Pangeran Andrew Mempermalukan Kerajaan, Pilih Berteman dengan Tokoh Kontroversial

JAKARTA – Para kritikus mengecam ketidakmampuan Pangeran Andrew untuk menjauhkan diri dari beberapa sahabat yang dimaksud dipertanyakan, dalam mana beliau diduga bersahabat dengan mata-mata China.
Reputasi Pangeran Andrew yang pernah didukung oleh statusnya sebagai anak kesayangan Ratu Elizabeth II, sudah pernah dirusak oleh hubungan yang dimaksud memalukan itu.

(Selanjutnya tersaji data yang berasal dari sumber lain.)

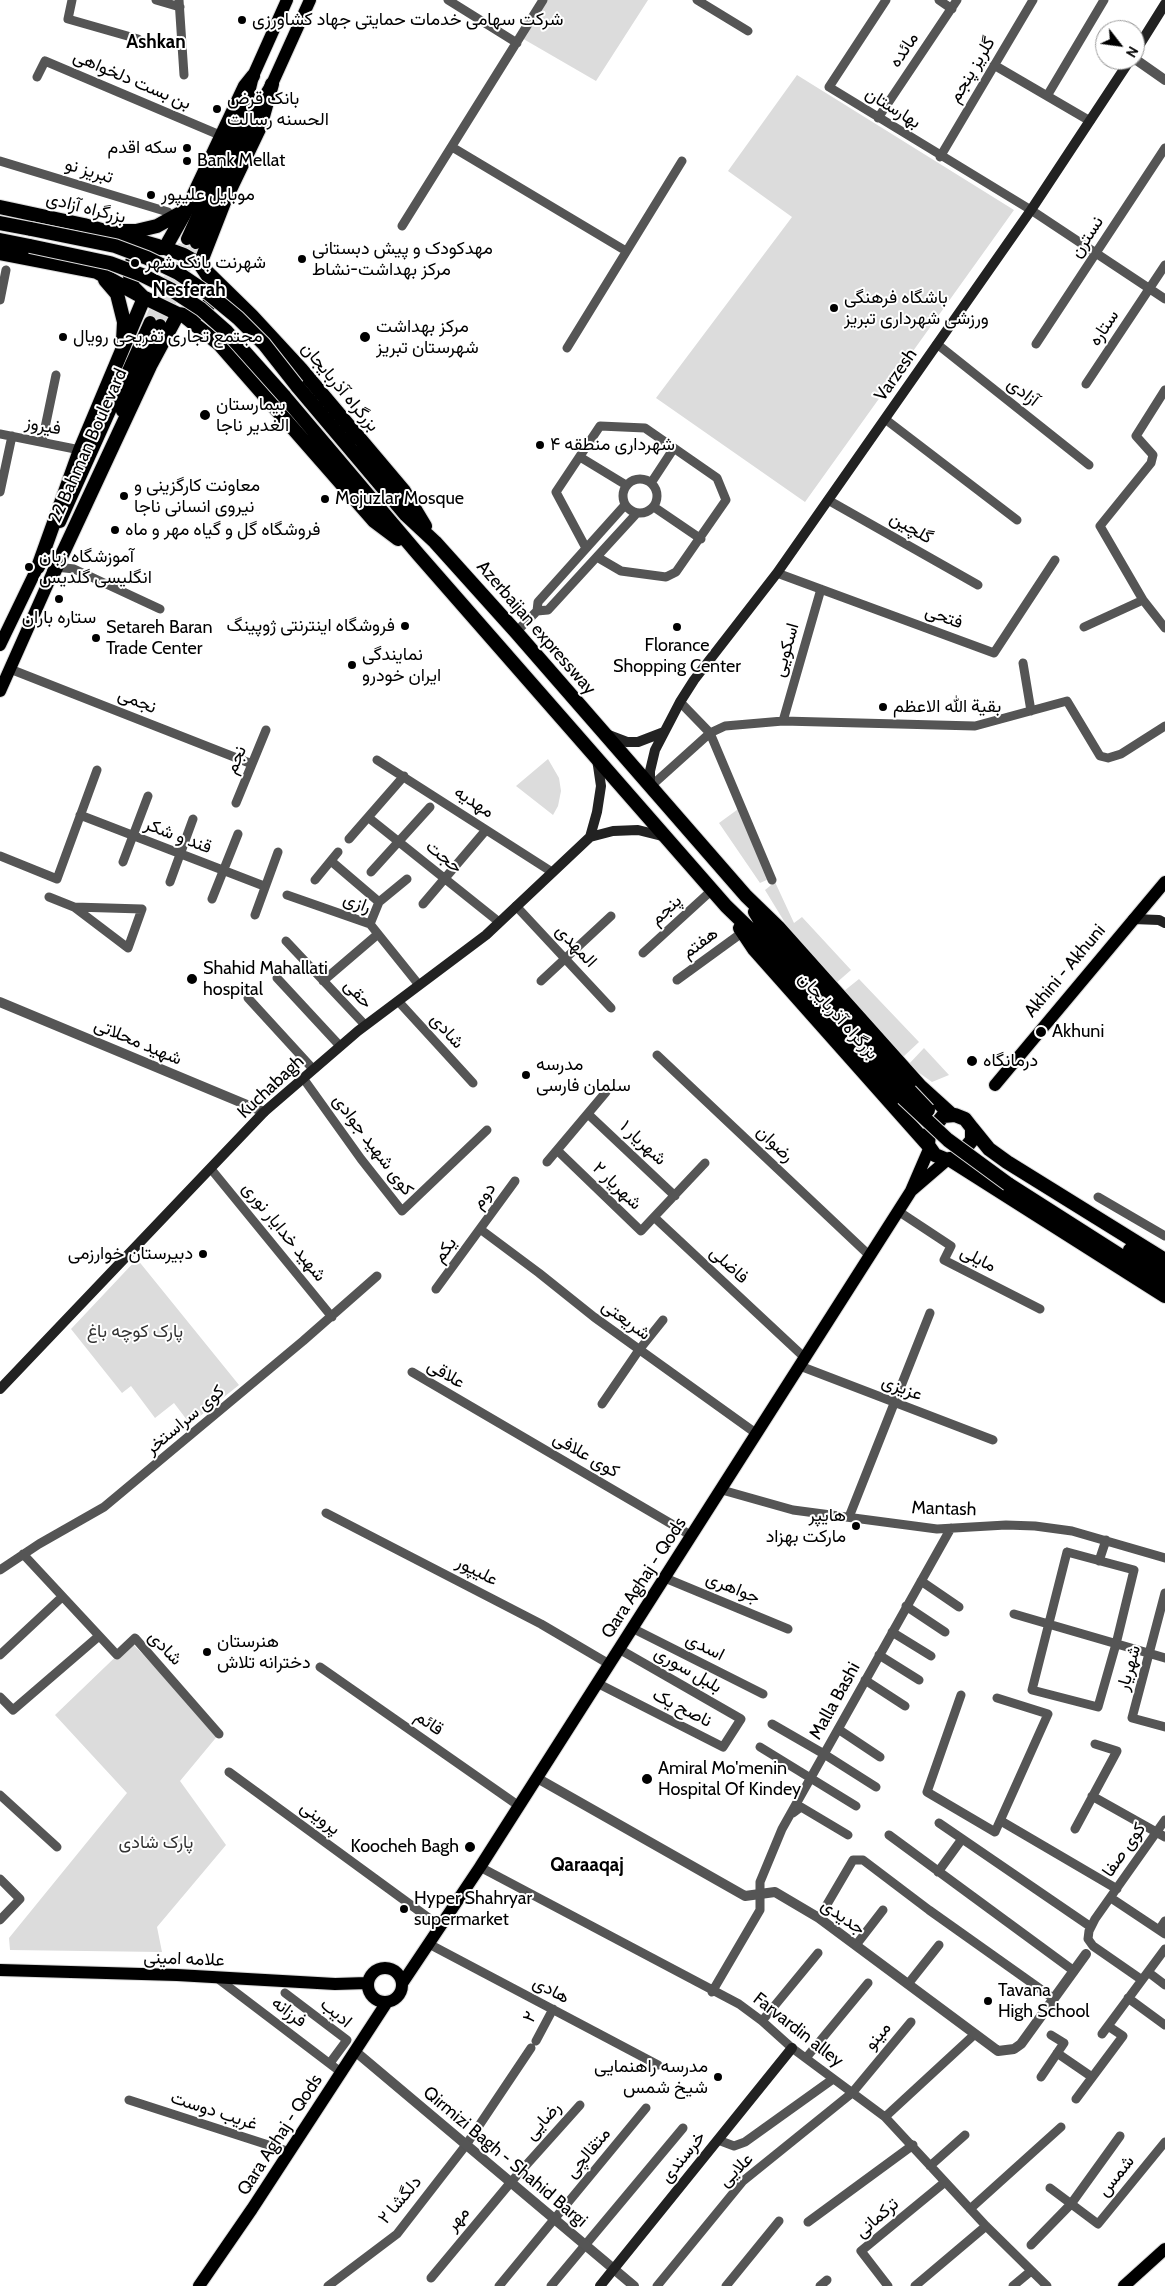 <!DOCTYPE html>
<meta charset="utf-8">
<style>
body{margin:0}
#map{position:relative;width:1165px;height:2286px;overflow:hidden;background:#fff;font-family:Cabin,sans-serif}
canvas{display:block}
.north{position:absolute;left:1095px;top:20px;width:50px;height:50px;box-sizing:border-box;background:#fff;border:1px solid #999;border-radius:50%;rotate:120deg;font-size:14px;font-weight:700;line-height:20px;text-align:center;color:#000}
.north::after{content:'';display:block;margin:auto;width:18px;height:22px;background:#000;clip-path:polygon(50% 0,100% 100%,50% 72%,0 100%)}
</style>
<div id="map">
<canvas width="1165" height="2286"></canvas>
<div class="north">N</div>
</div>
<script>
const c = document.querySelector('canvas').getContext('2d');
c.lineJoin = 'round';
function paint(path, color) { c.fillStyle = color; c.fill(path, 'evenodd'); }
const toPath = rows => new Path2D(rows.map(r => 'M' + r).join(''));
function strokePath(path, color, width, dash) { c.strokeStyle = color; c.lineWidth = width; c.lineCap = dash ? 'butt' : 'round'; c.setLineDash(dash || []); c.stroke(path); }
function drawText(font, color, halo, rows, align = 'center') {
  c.font = font + ' Cabin,Vazirmatn,sans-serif'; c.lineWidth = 4; c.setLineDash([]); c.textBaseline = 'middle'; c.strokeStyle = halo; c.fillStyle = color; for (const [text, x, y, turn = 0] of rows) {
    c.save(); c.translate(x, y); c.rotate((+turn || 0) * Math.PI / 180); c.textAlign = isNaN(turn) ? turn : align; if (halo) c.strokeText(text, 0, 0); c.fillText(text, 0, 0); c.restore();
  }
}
paint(toPath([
 [543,0,648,0,596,81,520,37],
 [797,75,1014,210,805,502,656,398,792,217,728,171],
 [548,759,559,778,561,791,558,806,553,815,516,786],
 [741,807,771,878,760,883,719,823],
 [775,882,794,923,802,917,851,970,835,984,787,926,765,890],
 [859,979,919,1042,903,1057,844,991],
 [924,1048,949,1075,932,1082,908,1065],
 [137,1259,239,1385,190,1424,174,1403,155,1418,131,1386,122,1393,71,1329],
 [131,1642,219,1734,180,1781,226,1845,157,1927,162,1952,10,1950,9,1938,127,1793,55,1715]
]), '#dcdcdc');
strokePath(toPath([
 [150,322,187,239],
 [160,325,196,243]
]), '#d9d9d9', 12, [12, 6]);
const primary = toPath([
 [187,239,245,110,253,76,287,0],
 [196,243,253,115,272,84,310,0],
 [122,411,160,325],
 [60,522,150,322],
 [0,645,42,558],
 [0,691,57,563],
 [995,1085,1165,882],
 [930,1147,911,1191,947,1160],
 '368 1985a17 17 0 1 1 34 0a17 17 0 1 1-34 0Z',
 [0,1970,177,1975,335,1984,367,1983],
 [403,1982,480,1867,911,1191],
 [199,2286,252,2209,387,2002],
 [1124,2286,1165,2249]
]);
const trunk = toPath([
 [0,207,84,225,158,246],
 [0,223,31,229],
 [121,231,136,231,157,226,184,211],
 [0,240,30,246],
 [149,248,165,248,184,255,200,264,210,279,214,290,210,303,202,312,191,316,178,314,143,297,133,287,130,276,132,262,140,253,149,248],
 [165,248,187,209,245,86,253,76],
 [0,253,97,272,139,295],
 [200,264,225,200,260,127,272,84],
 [203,268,252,316,301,369,404,491,425,526],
 [105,280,117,294,124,322,123,341],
 [183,315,219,344,374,521,398,539],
 [297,386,406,515,435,542,516,632,746,896,778,927,920,1086,952,1115],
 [284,396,418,554,726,906,760,939,903,1098],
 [38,567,80,450,144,298],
 [54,572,150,366,178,314],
 [755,912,767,932,910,1091],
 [740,928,754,949,928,1145],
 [955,1115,965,1119,972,1128,972,1140,958,1157,947,1160,935,1155,928,1145,929,1133,943,1116,955,1115],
 [972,1128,989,1149,1007,1162,1165,1260],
 [949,1159,1165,1296],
 [1008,1184,1165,1284],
 [1130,1250,1165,1272]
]);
strokePath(primary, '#dbdbdb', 14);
strokePath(trunk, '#dbdbdb', 16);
strokePath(toPath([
 [72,0,68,19,138,39],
 [156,0,180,7],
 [179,0,184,75],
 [448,0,517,43],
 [697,0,748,31],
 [886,0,829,87,1031,210,1165,299],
 [939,0,952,9],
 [994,65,1090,121],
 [37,77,45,61,222,136],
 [1047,96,1104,0],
 [878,118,957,0],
 [452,147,626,251],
 [940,157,1033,0],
 [0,161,168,212],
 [402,226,543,0],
 [0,300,6,270],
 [937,344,1089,465],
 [1036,344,1165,148],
 [567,348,682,161],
 [1086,384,1165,265],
 [1165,390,1136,436,1153,455,1151,463,1100,526,1143,600,1165,628],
 [885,419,1017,520],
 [0,434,80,450],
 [42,442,56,375],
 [580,457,626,485],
 '623 496a17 17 0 1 1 34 0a17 17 0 1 1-34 0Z',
 [651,483,674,448],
 [0,492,12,436],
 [828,500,978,585],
 [654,507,701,539],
 [586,548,556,492,600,426,645,428,717,478,726,500,676,572,666,577,621,571,597,557],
 [56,567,74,569,160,609],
 [777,573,994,653,1055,560],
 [537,611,548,610,637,513],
 [1084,627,1143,600],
 [516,632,537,611,538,602,625,505],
 [1023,663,1031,711],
 [10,669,252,764],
 [680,702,710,733,772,880],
 [783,721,821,589],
 [377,760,552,872],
 [650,787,710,733,725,726,783,721,975,726,1067,701,1100,756,1108,758,1121,754,1165,726],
 [236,803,266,730],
 [80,815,264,886],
 [369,818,499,922],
 [349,839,404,776],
 [0,856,57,879,97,770],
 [331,861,379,902],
 [123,862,148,796],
 [371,872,430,807],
 [315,880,338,852],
 [170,882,193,819],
 [287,895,370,924,419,985],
 [49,897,74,907,128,948,142,909,74,907],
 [212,899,238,834],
 [423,904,486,830],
 [516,906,611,1008],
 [255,915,278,852],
 [370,924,379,902,407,879],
 [286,941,365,1025],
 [643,953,712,890],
 [277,978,340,1046],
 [677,980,743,932],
 [323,981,378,934],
 [541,981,611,916],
 [248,998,313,1069],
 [398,1001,473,1083],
 [657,1055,870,1256],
 [303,1078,361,1159,402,1211,487,1130],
 [588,1114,675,1196],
 [558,1151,641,1231,654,1217],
 [547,1162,606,1092],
 [705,1163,654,1217,805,1358],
 [211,1169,332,1317],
 [1098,1197,1165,1236],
 [898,1211,951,1246,944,1260,1040,1309],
 [480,1229,539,1273,594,1317,757,1434],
 [436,1289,515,1181],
 [800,1366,993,1440],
 [412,1372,692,1536],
 [602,1404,639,1350,663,1320],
 [722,1490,793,1510,937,1529,1006,1525,1035,1526,1072,1531,1165,1558],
 [326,1513,541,1624,609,1664],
 [849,1517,930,1313],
 [1067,1552,1134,1570,1116,1644,1098,1707,1032,1690,1067,1552],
 [23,1554,117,1655,135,1638,219,1734],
 [1099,1561,1106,1540],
 [0,1570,39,1544,104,1507,303,1341,377,1276],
 [665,1578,788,1629],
 [921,1581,959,1607],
 [1165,1593,1132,1718,1165,1727],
 [906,1606,945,1632],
 [1014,1614,1165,1658],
 [632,1628,763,1694],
 [892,1632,931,1656],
 [0,1655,62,1597],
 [879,1655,919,1680],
 [320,1667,519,1806],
 [865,1680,905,1706],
 [597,1683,723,1747,741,1719,619,1649],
 [961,1695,927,1792,995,1832,1048,1714,997,1698],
 [0,1697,13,1710,99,1636],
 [772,1724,824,1754,876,1787],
 [838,1729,880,1757],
 [760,1747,856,1806],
 [229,1772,441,1927],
 [0,1795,57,1847],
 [1092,1796,1165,1837],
 [793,1813,801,1807,848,1835],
 [1001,1821,1117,1889],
 [939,1823,1091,1927],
 [1075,1829,1117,1751,1095,1744],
 [889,1835,1074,1971],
 [480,1867,739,2004,762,2021,792,2048,885,2117,986,2226,1047,2286],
 [938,1872,962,1839],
 [0,1879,20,1899,0,1920],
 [1111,1898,1165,1934],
 [819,1918,853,1860,863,1860,929,1910,1053,1998],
 [1159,1930,1165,1921],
 [429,1944,658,2065],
 [856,1945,883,1910],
 [1148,1972,1165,1985],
 [217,1978,342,2073],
 [1142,1980,1093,1946,1088,1939,1089,1931,1095,1919,1165,1820],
 [908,1984,939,1945],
 [712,1992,760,1910,760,1882,782,1829,951,1528],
 [285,1993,347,2040,330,2063],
 [1128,1998,1165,2025],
 [762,2021,818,1953],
 [1102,2034,1165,1949],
 [536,2041,553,2009],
 [1057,2053,1092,2077],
 [806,2058,868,1983],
 [1041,2077,1064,2043,1051,2035],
 [1076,2099,1123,2036,1108,2026],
 [129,2100,290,2152],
 [885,2117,975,2034],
 [718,2140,734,2146,745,2142,833,2079],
 [930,2166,965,2135],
 [1050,2188,1098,2224,1165,2142],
 [970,2209,1061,2127],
 [808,2222,913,2145],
 [1031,2245,1071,2204,1120,2136],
 [431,2278,511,2182,580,2105],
 [328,2286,397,2234,466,2145,531,2048],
 [499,2286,646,2108],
 [551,2286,683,2128],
 [657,2286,743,2181,852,2093,911,2022],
 [726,2286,779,2221],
 [820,2286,827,2280],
 [888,2286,861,2251,945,2182],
 [915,2286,986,2226],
 [1013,2286,1031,2271]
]), '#555', 9);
strokePath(toPath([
 [1135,59,1165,80],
 [0,1002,264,1112],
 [537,1778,745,1896,775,1892,819,1918,998,2051,1014,2049,1021,2044,1086,1954],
 [356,2052,634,2286]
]), '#555', 10);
strokePath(toPath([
 [1135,52,1165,4],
 [606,734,627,742,638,742,664,732],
 [597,759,601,786,597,812,590,837,613,831,638,830,666,837],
 [650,787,650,771,655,750,680,702,694,680,777,573,1031,210,1130,60],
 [1133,919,1159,920,1165,923],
 [0,1389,264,1112,358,1031,486,935,590,837],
 [600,2286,792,2048]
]), '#222', 10);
strokePath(primary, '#000', 12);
strokePath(trunk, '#000', 14);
const trunkBridge = toPath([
 [31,229,115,246,147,258,178,273,209,294,238,318,264,344,297,386],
 [30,246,110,263,142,275,170,289,201,309,226,331,284,396],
 [910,1091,928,1110],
 [903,1098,948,1140,1008,1184]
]);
strokePath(trunkBridge, '#dbdbdb', 16, []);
strokePath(trunkBridge, '#000', 14);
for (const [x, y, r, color] of [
 [242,20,5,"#000"],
 [217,109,5,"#000"],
 [187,148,5,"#000"],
 [187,161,5,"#000"],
 [151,195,5,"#000"],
 [302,259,5,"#000"],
 [135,263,5,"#000"],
 [834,308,5,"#000"],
 [63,337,5,"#000"],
 [365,337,6,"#000"],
 [205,415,6,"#000"],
 [540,445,5,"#000"],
 [124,496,5,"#000"],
 [325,499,5,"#000"],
 [115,530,5,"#000"],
 [29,567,5,"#000"],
 [59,599,5,"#000"],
 [405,626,5,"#000"],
 [677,627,5,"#000"],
 [96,638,5,"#000"],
 [352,665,5,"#000"],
 [883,707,5,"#000"],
 [192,979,6,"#000"],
 [1041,1032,6,"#000"],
 [972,1061,6,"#000"],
 [526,1075,5,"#000"],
 [203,1254,5,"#000"],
 [856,1526,5,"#000"],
 [207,1652,5,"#000"],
 [647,1779,6,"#000"],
 [470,1847,6,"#000"],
 [404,1909,5,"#000"],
 [988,2001,5,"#000"],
 [718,2077,5,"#000"]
]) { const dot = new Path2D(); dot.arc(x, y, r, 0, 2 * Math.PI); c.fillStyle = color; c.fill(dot); strokePath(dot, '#fff', 2); }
drawText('18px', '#000', '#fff', [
 ["شرکت سهامی خدمات حمایتی جهاد کشاورزی",252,20],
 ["بانک قرض",227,99],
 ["الحسنه رسالت",227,120],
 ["سکه اقدم",177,148,"right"],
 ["Bank Mellat",197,161],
 ["موبایل علیپور",161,195],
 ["مهدکودک و پیش دبستانی",312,249],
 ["مرکز بهداشت-نشاط",312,270],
 ["شهرنت بانک شهر",145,263],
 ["باشگاه فرهنگی",844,298],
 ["ورزشی شهرداری تبریز",844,319],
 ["مرکز بهداشت",376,327],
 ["شهرستان تبریز",376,348],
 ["مجتمع تجاری تفریحی رویال",73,337],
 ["بیمارستان",216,405],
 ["الغدیر ناجا",216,426],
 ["شهرداری منطقه ۴",550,445],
 ["معاونت کارگزینی و",134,486],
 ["نیروی انسانی ناجا",134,507],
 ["Mojuzlar Mosque",335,499],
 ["فروشگاه گل و گیاه مهر و ماه",125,530],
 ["آموزشگاه زبان",39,557],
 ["انگلیسی گلدیس",39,578],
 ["ستاره باران",59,618,"center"],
 ["فروشگاه اینترنتی ژوپینگ",395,626,"right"],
 ["Setareh Baran",106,628],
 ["Trade Center",106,649],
 ["Florance",677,646,"center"],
 ["Shopping Center",677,667,"center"],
 ["نمایندگی",362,655],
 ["ایران خودرو",362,676],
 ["بقیة الله الاعظم",893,707],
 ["Shahid Mahallati",203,969],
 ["hospital",203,990],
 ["Akhuni",1052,1032],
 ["درمانگاه",983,1061],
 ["مدرسه",536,1065],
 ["سلمان فارسی",536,1086],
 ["دبیرستان خوارزمی",193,1254,"right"],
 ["هایپر",846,1516,"right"],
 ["مارکت بهزاد",846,1537,"right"],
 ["هنرستان",217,1642],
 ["دخترانه تلاش",217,1663],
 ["Amiral Mo'menin",658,1769],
 ["Hospital Of Kindey",658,1790],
 ["Koocheh Bagh",459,1847,"right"],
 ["Hyper Shahryar",414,1899],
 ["supermarket",414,1920],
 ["Tavana",998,1991],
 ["High School",998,2012],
 ["مدرسه راهنمایی",708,2067,"right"],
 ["شیخ شمس",708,2088,"right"]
], 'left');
drawText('18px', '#000', '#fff', [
 ["مائده",904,50,-56],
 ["گلریز پنجم",972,70,-59],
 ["بن بست دلخواهی",132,80,23],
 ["بهارستان",893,108,32],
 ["تبریز نو",89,171,17],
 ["بزرگراه آزادی",86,208,14],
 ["نسترن",1087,237,-57],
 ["ستاره",1104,328,-56],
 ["Varzesh",896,375,-55],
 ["بزرگراه آذربایجان",340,387,50],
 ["آزادی",1023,392,38],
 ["فیروز",43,426,11],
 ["22 Bahman Boulevard",88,446,-66],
 ["گلچین",911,528,30],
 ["فتحی",944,617,20],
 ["Azerbaijan expressway",536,628,49],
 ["اسکویی",786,650,-74],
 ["نجمی",137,701,22],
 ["نجم",236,760,-68],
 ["مهدیه",474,802,33],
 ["قند و شکر",178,836,21],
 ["حجت",444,857,39],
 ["رازی",357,903,21],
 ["پنجم",666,910,-43],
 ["هفتم",700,943,-36],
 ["المهدی",576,946,47],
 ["Akhini - Akhuni",1065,971,-50],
 ["حقی",358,994,47],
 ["بزرگراه آذربایجان",838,1016,48],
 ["شادی",447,1031,48],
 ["شهید محلاتی",138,1042,23],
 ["Kuchabagh",271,1087,-43],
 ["شهریار ۱",643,1143,43],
 ["رضوان",775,1144,44],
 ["کوی شهید جوادی",373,1145,53],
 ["شهریار ۲",617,1186,44],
 ["دوم",484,1196,-54],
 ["شهید خدایار نوری",284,1232,51],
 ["یکم",445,1250,-54],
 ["مایلی",978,1259,27],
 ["فاضلی",729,1265,43],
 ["شریعتی",626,1320,36],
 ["علاقی",446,1374,30],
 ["عزیزی",902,1388,21],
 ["کوی سراستخر",185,1420,-40],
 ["کوی علافی",586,1455,30],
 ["Mantash",944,1509,2],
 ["علیپور",477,1571,27],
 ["Qara Aghaj - Qods",644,1578,-57],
 ["جواهری",733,1588,22],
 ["اسدی",705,1647,27],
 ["شادی",165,1648,46],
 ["شهریار",1129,1668,-74],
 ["بلبل سوری",688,1670,30],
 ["Malla Bashi",835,1701,-61],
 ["ناصح یک",682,1708,27],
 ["قائم",429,1723,35],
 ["پروینی",320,1818,36],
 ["کوی صفا",1124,1850,-55],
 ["جدیدی",843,1917,35],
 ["علامه امینی",184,1959,2],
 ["هادی",551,1990,28],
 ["فرزانه",289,2012,37],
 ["ادیب",336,2013,40],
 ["۲",530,2017,-62],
 ["Farvardin alley",798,2030,38],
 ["مینو",878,2036,-50],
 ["غریب دوست",214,2111,18],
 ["رضایی",543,2121,-48],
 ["Qara Aghaj - Qods",280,2135,-57],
 ["متقالچی",588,2153,-50],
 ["Qirmizi Bagh - Shahid Bargi",505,2157,40],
 ["خرسندی",683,2157,-51],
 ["علایی",736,2170,-44],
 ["شمس",1116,2176,-51],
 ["دلگشا ۲",400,2200,-50],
 ["ترکمانی",877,2218,-41],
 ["مهر",458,2219,-50]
]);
drawText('18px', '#333', '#fff', [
 ["پارک کوچه باغ",135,1332],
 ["پارک شادی",156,1843]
]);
drawText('bold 19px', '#000', '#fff', [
 ["Ashkan",156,42],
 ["Nesferah",189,290],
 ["Qaraaqaj",587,1865]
]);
</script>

Dikutip mirror, selama bertahun-tahun, persahabatan Pangeran Andrew dengan para miliarder, diktator, serta tokoh kontroversial sudah pernah membayangi keluarga kerajaan. Hubungan paling terkenal Duke of York tidak ada diragukan lagi adalah dengan Jeffrey Epstein, pemodal yang dimaksud dipermalukan dan juga pelaku kejahatan seks yang dimaksud dihukum.
Meski teman pedofilnya dihukum lantaran berhubungan seks dengan anak di dalam bawah umur pada 2008, Andrew tetap saja menjalin hubungan dengannya selama bertahun-tahun, bahkan mengunjungi rumah besar Epstein di tempat New York pada 2010.
Dampaknya mencapai puncak yang tersebut menghancurkan pada 2022 ketika Andrew membayar 12 jt poundsterling untuk menyelesaikan gugatan yang mana diajukan oleh Virginia Giuffre, yang mana menuduh pangeran melakukan pelecehan seksual terhadapnya setelahnya beliau dipinjamkan kepadanya oleh Epstein.
Duke dengan keras membantah klaimnya, bahkan menyatakan beliau tak ingat pernah bertemu dengannya. Meski penyelesaian dilaksanakan tanpa pengakuan tanggung jawab, kerusakannya tidaklah dapat dibatalkan, yang dimaksud memaksa Andrew untuk mundur dari tugas kerajaan lalu dicabut peringkat kehormatannya.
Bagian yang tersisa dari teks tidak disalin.